Search the entries below. Return every line that has "fabs" in it.

- **Provided records**
=== Section Start ===

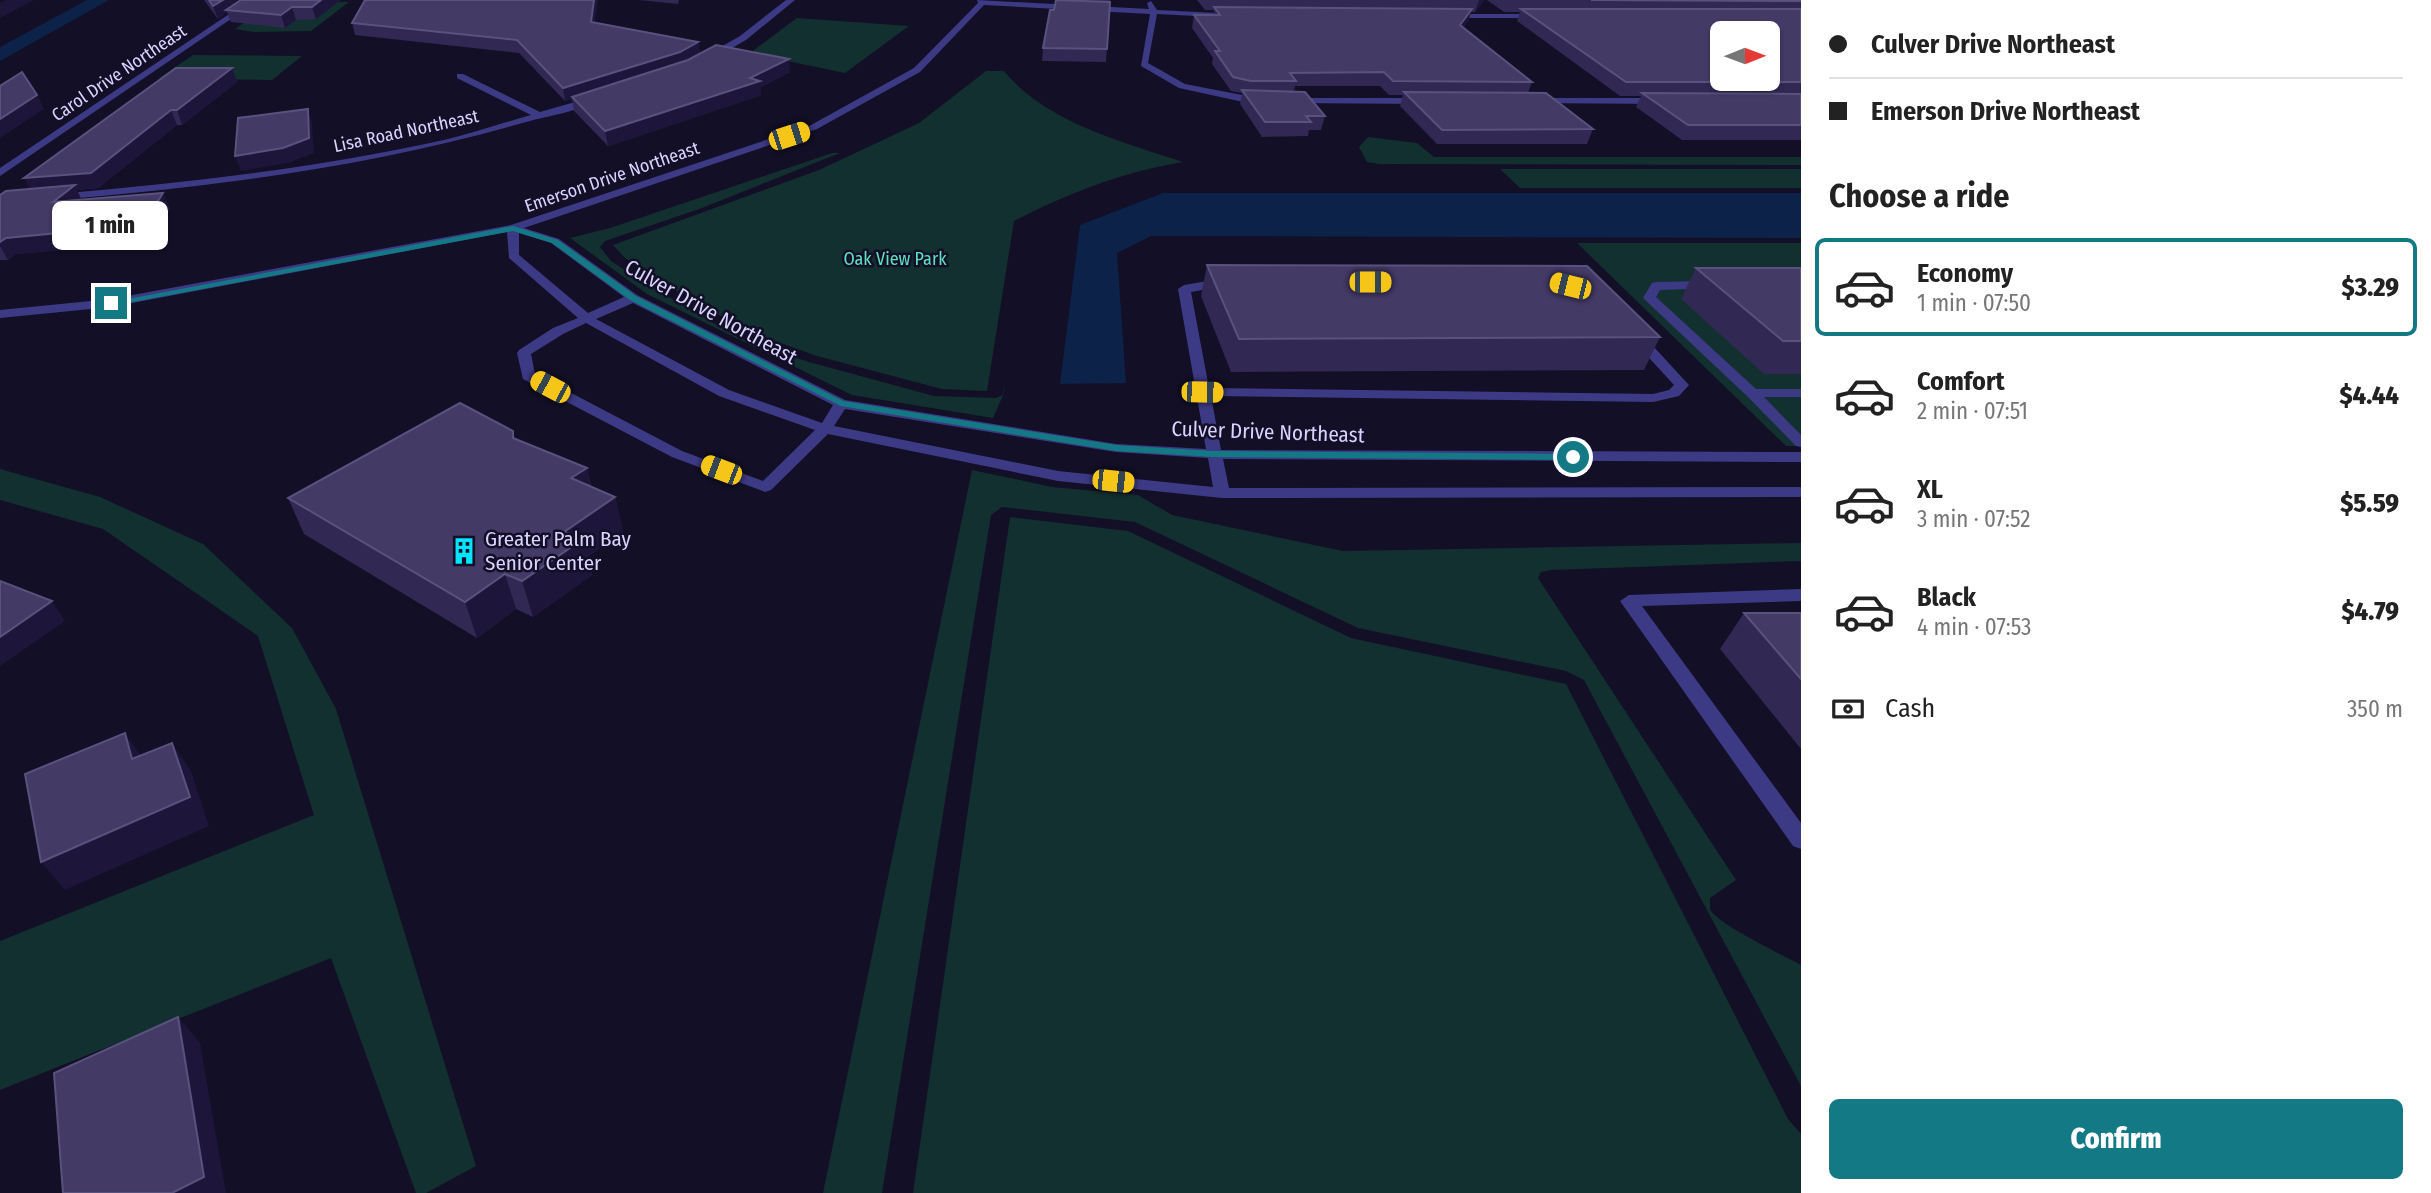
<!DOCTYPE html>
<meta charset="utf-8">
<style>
body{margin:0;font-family:"Fira Sans Condensed",sans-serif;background:#f2f2f2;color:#222;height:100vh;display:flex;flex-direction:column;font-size:26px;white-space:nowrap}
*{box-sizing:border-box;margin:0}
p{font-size:23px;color:#767676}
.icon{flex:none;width:38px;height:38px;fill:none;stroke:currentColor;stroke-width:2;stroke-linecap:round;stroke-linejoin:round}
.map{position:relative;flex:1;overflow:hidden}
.sheet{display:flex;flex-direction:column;background:#fff;width:630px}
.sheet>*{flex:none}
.top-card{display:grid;align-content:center;height:154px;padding:0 28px;background:#fff}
.needle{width:46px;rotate:89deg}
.fabs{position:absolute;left:1710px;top:21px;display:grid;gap:14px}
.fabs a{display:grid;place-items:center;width:70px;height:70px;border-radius:10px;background:#fff;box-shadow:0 2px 5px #0004;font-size:35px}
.end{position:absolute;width:32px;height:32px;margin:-16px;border:9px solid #137a85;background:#fff;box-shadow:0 0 0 4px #fff}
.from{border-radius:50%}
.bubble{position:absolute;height:49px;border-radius:10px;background:#fff;box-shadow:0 2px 5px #0004;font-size:23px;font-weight:800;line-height:49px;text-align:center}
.car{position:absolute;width:21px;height:42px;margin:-21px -10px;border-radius:9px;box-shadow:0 0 5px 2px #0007;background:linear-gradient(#f5c518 24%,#345 0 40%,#f5c518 0 76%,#345 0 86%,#f5c518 0)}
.top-card b{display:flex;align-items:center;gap:24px;height:66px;font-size:26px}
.top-card b+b{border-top:2px solid #e0e0e0}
.top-card i{width:18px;height:18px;background:#222}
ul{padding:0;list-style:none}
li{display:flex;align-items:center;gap:21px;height:98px;margin:0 14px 10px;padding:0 14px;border:4px solid transparent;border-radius:10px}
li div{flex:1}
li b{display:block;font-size:26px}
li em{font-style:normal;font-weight:800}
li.active{border-color:#137a85}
li>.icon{width:63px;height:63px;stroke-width:1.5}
h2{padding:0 28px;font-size:32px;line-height:84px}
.pay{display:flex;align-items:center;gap:18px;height:77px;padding:0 28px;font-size:26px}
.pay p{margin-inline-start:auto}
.button{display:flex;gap:14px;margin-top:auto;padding:14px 28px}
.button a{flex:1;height:80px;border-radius:10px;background:#137a85;color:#fff;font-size:28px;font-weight:800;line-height:80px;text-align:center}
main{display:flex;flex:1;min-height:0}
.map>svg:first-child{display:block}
</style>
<main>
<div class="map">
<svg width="1801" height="1193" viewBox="0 0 1801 1193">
<rect width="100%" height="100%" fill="#130f26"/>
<g fill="#12302f">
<polygon points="349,2 311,31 254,32 235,29 272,3"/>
<polygon points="797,18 909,26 845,73 753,54 754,50"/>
<polygon points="193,55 302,56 272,80 159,78"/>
<path d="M986,71h18c43,52 117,70 179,91 -60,10 -115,31 -169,59l-27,170 -45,-2 -125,-33 -68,-24 -97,-55 -28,-20 -11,-12 206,-75 100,-47z"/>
<polygon points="1368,137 1417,143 1434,157 1801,157 1801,165 1379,164 1367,162 1359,147"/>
<polygon points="832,153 840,153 702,208 605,241 600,247 611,261 640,280 739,338 809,362 934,396 996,398 1003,395 1005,383 1004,393 993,418 852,395 647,294 570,238 610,228"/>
<polygon points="1500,169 1801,169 1801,188 1520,188"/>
<polygon points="1577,243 1801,243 1801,446 1786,446"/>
<polygon points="0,469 100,497 203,544 292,628 336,709 476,1166 426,1193 416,1193 331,958 0,1090 0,941 314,815 258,636 103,529 0,500"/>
<path d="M972,470l80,17 86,8 34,20 171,36 458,-8v18l-250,9 -10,2 -3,6 198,302 -26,18c0,1 0,10 0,11 5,14 75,47 91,56v121l-217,-406 -18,-9 -208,-43 -223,-106 -133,-15 -11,8 -109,678h-59z"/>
<polygon points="1010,517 1128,531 1351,638 1566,684 1788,1119 1801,1134 1801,1193 913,1193"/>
</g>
<polygon fill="#0c2248" points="1163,193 1801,193 1801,238 1151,236 1117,253 1126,383 1060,384 1080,225"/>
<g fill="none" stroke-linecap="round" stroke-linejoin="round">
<polygon fill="#0c2248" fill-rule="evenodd" points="87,0 109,0 0,61 0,47"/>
<g fill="#3d3a85" fill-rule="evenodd">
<polygon points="250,0 259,0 0,176 0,168"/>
<polygon points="786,0 795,0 746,40 711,60 705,60 705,56 740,36"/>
<path d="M977,0l172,9 -2,-6 4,-2 6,9 80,4 -3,4 -77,-4 -9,49 37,21 83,16 -20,3 -69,-15 -38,-22 9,-52 -166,-9 -64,67 -103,57 -293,99 35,11 78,56 208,105 271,44 90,5 -28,-160 6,-4 41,-7 6,4 -6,4 -34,6 18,96 444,6 16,-4 5,-5 -45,-49 7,-4 5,1 48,52 -10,11 -26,6 -442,-6 10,54 580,2v10l-578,-3 6,29 572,-1v10l-579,1 -164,-17 -230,-47 -57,56 -6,2 -93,-35 -149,-78 -6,-26 2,-3 34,-22 25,-10 -69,-60 -2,-26 -396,75 -111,11v-8l111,-11 400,-74 300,-100 103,-57 64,-65zM519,233l32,10 73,54 -36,16 -69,-58zM633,303l200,102 -11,18 -93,-33 -133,-71zM586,323l133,73 96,34 -52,51 -81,-30 -147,-77 -4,-20 32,-20zM845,409l271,43 92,6 5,29 -155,-16 -224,-45z"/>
<polygon points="1448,14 1542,14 1546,16 1542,18 1445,18"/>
<path d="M457,74h6l77,38 56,-16 5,3c-19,12 -59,18 -82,25 -150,43 -306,63 -462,76l-5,-3 5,-3c130,-11 259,-26 387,-54 29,-7 58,-17 87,-25l-74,-37z"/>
<polygon points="1291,98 1424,98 1429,101 1424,104 1288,103 1288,99"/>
<polygon points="1533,98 1662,98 1667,101 1662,104 1530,103 1530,99"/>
<polygon points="1710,281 1714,282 1714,288 1660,290 1656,297 1756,389 1801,389 1801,397 1764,397 1801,435 1801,447 1796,446 1747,396 1643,298 1652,283 1656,282"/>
<polygon points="1801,589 1801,601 1642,606 1801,823 1801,849 1793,846 1620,601 1629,595"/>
</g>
</g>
<g fill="#312854">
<polygon points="204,0 341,0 316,19 296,20 285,28 231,22 227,12 218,19"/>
<polygon points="639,0 679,0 678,4"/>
<polygon points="1056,0 1110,0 1106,62 1042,61 1043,48"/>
<polygon points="1197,0 1484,0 1475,12 1471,12 1468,21 1463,28 1532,82 1528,93 1593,129 1587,144 1437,144 1400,106 1403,95 1389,95 1380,86 1295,86 1294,91 1325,116 1321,130 1309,130 1308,136 1262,137 1240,104 1242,93 1231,91 1212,64 1213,58 1192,28 1194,15 1213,15 1214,10 1205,10"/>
<polygon points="1487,0 1801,0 1801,140 1682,140 1636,107 1641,96 1620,96 1517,21 1520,12 1504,12"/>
<polygon points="595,22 698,42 700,54 790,72 761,87 761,95 608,146 574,111 572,99 565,101 519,53 355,35 352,23"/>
<polygon points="232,68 237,82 182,125 177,125 98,188 77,190 82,200 170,208 151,242 15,254 8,260 0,260 0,195 29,189"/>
<polygon points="1207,265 1660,337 1644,370 1231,372 1201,296"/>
<polygon points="1696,268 1801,268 1801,374 1764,374 1681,299"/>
<polygon points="513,431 515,439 587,468 591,486 615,497 623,532 587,557 592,575 533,617 516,609 477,638 304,534 288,498"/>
<polygon points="1744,613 1801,613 1801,749 1720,649"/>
</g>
<g fill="#1d163a">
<polygon points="6,0 34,0 0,18 0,3"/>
<polygon points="223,0 245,0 226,10 227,12 218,19 213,6"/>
<polygon points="321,0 341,0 316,19 312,7"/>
<polygon points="594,0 598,0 593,34 591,22"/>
<polygon points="1479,0 1484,0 1475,12"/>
<polygon points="292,7 296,20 285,28 281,15"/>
<polygon points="1472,9 1468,21 1456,38 1460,25"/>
<polygon points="698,42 700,55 682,65 572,97 572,99 565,101 563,88"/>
<polygon points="789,59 790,72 761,87 761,95 608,146 605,131 750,78"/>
<polygon points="232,68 237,82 182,125 177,110"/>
<polygon points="37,95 44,109 0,138 0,119"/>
<polygon points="308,109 312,124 314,153 288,163 241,171 235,156"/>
<polygon points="171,110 177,125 98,188 77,190 82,201 61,218 32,194 24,178"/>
<polygon points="163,193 170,208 151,242 15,254 8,260 0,246 0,242 6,238"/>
<polygon points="587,468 594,503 571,478"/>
<polygon points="615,497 623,532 587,557 592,575 533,617 522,581 564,532"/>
<polygon points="505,574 516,609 477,638 465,602"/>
<polygon points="52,601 65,621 0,666 0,637"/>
<polygon points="125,733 145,762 132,759"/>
<polygon points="172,743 191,771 209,826 65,890 41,862"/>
<polygon points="178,1017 200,1043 226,1193 172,1193"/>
</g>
<g fill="#433a66" stroke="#5a527e" stroke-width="2" fill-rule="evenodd">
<polygon points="209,0 223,0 213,6"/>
<polygon points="241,0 321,0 312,7 292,7 281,15 226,10"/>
<polygon points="365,0 594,0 591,22 698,42 680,52 563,88 517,40 352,23"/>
<polygon points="1056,0 1110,2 1107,49 1043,48 1050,10 1054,10"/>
<polygon points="1591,0 1801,0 1801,1"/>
<polygon points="1214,7 1472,9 1460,25 1532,82 1393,81 1384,72 1290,73 1296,81 1251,81 1233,77 1215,51 1220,51 1194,15 1220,15"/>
<path d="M1521,9h280v73h-175zM1722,33h46v46h-46z"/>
<polygon points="716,45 789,59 750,78 760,81 605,131 572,97 688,60"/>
<polygon points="176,68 232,68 177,110 171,110 91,173 24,178"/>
<polygon points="22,72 37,95 0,119 0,86"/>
<polygon points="1242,90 1305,92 1325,116 1306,116 1311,122 1265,122"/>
<polygon points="1404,92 1546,93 1593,129 1442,130"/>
<polygon points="1642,93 1801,94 1801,125 1688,125"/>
<polygon points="308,109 309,138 283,148 235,156 238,118"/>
<polygon points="75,185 53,202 163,193 143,225 6,238 0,242 0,195 6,191"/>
<polygon points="1207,265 1587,266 1660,337 1239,339"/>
<polygon points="1696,268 1801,268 1801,341 1783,341"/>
<polygon points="460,403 513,431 513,438 587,468 571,478 615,497 564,532 583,539 522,581 505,574 465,602 288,498"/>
<polygon points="0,581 52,601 0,637"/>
<polygon points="1744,613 1801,613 1801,679"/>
<polygon points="125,733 132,759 172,743 190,797 41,862 25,774"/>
<polygon points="178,1017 204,1177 172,1193 63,1193 54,1073"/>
</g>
<polygon fill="#137a85" points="513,226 558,240 636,296 843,401 1116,445 1213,451 1573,454 1578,457 1573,460 1213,457 1116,451 841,406 630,300 552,243 513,231 111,306 107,303"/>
<defs>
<symbol id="building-bare" viewBox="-9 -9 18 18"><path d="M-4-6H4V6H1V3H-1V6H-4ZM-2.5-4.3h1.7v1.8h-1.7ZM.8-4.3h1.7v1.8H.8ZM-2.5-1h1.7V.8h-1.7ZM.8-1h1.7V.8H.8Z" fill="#00e5ff" stroke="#130f26" stroke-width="2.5" paint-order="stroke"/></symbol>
</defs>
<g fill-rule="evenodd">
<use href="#building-bare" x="445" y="532" width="38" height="38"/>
</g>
<g text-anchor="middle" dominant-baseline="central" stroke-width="5" stroke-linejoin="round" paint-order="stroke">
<g font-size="18" fill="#d9d4ff" stroke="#130f26">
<text transform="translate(119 73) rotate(-34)">Carol Drive Northeast</text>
<text transform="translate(406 131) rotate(-12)">Lisa Road Northeast</text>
<text transform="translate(612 177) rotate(-19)">Emerson Drive Northeast</text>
</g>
<g font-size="18" fill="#5fe0c0" stroke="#130f26">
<text x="895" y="259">Oak View Park</text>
</g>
<g font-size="21" fill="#d9d4ff" stroke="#130f26">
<text transform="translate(711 312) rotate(29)">Culver Drive Northeast</text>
<text transform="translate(1268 432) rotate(2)">Culver Drive Northeast</text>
</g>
<g font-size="21" fill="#d9d4ff" stroke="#130f26" text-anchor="start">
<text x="485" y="539">Greater Palm Bay<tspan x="485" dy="24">Senior Center</tspan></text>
</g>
</g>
</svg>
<div class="fabs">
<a><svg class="needle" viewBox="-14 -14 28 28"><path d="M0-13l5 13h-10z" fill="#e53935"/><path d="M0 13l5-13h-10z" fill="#767676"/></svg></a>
</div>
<i class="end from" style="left:1573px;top:457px"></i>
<i class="end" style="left:111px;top:303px"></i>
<div class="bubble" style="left:52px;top:201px;width:116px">1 min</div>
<i class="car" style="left:789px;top:136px;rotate:72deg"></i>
<i class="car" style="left:1370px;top:282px;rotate:90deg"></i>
<i class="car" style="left:1570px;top:286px;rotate:284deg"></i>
<i class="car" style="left:550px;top:387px;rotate:298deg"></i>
<i class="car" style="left:1202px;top:392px;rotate:91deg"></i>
<i class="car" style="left:721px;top:470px;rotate:291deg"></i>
<i class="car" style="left:1113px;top:481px;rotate:96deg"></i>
</div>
<section class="sheet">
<div class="top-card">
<b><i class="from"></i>Culver Drive Northeast</b>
<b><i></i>Emerson Drive Northeast</b>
</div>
<h2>Choose a ride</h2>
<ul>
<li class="active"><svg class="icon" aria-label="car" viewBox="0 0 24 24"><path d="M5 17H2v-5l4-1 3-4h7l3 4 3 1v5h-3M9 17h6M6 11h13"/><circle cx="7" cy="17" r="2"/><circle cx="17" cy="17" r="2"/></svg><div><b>Economy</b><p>1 min · 07:50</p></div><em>$3.29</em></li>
<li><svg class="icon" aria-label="car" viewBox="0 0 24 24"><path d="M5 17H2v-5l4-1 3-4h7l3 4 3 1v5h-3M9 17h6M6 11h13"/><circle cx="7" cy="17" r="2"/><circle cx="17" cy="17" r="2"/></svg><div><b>Comfort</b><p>2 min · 07:51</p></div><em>$4.44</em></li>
<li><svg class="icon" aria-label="car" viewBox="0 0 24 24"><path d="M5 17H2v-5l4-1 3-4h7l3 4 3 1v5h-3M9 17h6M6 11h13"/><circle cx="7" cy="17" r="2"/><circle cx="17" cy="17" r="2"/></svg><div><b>XL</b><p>3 min · 07:52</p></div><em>$5.59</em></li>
<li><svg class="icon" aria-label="car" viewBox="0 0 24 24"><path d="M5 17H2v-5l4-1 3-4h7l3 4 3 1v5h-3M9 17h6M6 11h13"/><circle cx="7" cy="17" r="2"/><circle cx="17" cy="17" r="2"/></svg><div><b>Black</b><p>4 min · 07:53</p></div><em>$4.79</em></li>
</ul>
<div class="pay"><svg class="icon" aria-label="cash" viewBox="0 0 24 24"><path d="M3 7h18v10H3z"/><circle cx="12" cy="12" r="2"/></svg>Cash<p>350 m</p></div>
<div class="button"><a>Confirm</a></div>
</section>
</main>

=== Section End ===

- **Reply**
.fabs{position:absolute;left:1710px;top:21px;display:grid;gap:14px}
.fabs a{display:grid;place-items:center;width:70px;height:70px;border-radius:10px;background:#fff;box-shadow:0 2px 5px #0004;font-size:35px}
<div class="fabs">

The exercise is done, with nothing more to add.